16 is a timing chart showing a reflected signal of a moving object 602 traveling at a constant speed with a car 102 by a radar transmission signal 502 and a radar transmission signal 502 using CW and FMCW in FIG. 10 at the same time, The signal processing unit 302 detects the FMCW radar return signal 622 which is a signal reflected by the moving object 602 based on the FMCW radar transmission signal 112 and outputs the signal delay time 822 due to the distance difference with the sub- And the Doppler frequency 922 due to the speed difference between the Doppler frequency and the Doppler frequency is measured.

The moving object 602 is detected at the same frequency as the FMCW radar transmission signal 112 because it is at the same speed as the car 102 and is detected with a time delay by the distance difference between the car 102 and the moving object 602. [

That is, the FMCW radar return signal 622 is characterized in that the FMCW radar return signal 622 is delayed and detected by the signal delay time 822 due to the difference in distance from the FMCW radar transmission signal 112. The Doppler frequency 922) is detected as zero.

On the other hand, the Doppler frequency 972 due to the speed difference between the vehicle and the vehicle measured by the CW radar is determined by the Doppler frequency 922 due to the speed difference with the vehicle measured by the FMCW radar or the speed of the speed measured by the vehicle speed sensor Used for error correction.

17 is a timing chart showing a reflection signal of a moving object 602 traveling at a higher speed than a car 102 by a radar transmission signal 502 and a radar transmission signal 502 using CW and FMCW in FIG. 10 at the same time, The signal processing unit 302 detects the FMCW radar return signal 632 which is a signal reflected by the moving object 602 based on the FMCW radar transmission signal 112 and outputs the signal delay time 832 due to the distance difference with the sub- And the Doppler frequency 932 due to the speed difference between the Doppler frequency and the Doppler frequency is measured.

The moving object 602 is detected at a lower frequency than the FMCW radar transmission signal 112 because the moving object 602 is higher in speed than the car 102 relative to the car 102, Is detected in a delayed manner.

That is, the FMCW radar return signal 632 is detected at a frequency lower than the FMCW radar transmission signal 112 by the Doppler frequency 932 due to the speed difference with the vehicle, and is detected by the signal delay time 832 There is a characteristic that it is detected with delay.

On the other hand, the Doppler frequency 982 due to the speed difference with the vehicle measured by the CW radar is determined by the Doppler frequency 932 due to the speed difference with the vehicle measured by the FMCW radar or the speed of the speed measured by the vehicle speed sensor Used for error correction.

FIG. 18 is a flow chart for measuring a velocity of a moving object through correction of a radar velocity measurement error according to the present invention, and FIG. 19 is a flowchart for explaining FIG. 18 in detail.

A moving object velocity measurement system and method according to another embodiment of the present invention will be described below with reference to FIGS. 18 to 19. FIG.
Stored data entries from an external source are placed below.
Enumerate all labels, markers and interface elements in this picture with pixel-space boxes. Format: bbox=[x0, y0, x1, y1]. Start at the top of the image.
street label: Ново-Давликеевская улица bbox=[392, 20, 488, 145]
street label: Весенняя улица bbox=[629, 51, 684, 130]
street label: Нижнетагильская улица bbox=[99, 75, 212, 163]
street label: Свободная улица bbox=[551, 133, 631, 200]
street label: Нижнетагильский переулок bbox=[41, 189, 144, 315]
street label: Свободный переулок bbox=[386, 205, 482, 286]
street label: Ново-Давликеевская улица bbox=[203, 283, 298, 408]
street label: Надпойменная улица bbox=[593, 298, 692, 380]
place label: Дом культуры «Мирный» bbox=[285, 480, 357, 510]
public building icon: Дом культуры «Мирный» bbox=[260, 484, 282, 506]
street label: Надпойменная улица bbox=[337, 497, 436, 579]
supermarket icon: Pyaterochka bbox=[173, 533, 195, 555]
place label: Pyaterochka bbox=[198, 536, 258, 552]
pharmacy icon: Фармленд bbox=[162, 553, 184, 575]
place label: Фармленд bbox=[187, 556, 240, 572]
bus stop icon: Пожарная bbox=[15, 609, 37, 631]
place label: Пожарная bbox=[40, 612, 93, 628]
18, a moving object velocity measuring method according to another exemplary embodiment of the present invention includes a radar velocity measurement error detection step S100 for detecting an error of a radar velocity measurement, a radar velocity measurement error detection step S100, A radar speed measurement error correction step (S200) for correcting a speed output of any one of a speed detected by the FMCW and a speed detected by the vehicle speed sensor based on the speed detected by the CW radar when an error is detected in the radar speed measurement If there is no error in the error detection step S100 or if there is an error in the radar velocity measurement error detection step S100, the signal reflected from the fixed object is removed based on the velocity corrected in the radar velocity measurement error correction step S200, And a moving object velocity extraction step (S300) for measuring the velocity of the object.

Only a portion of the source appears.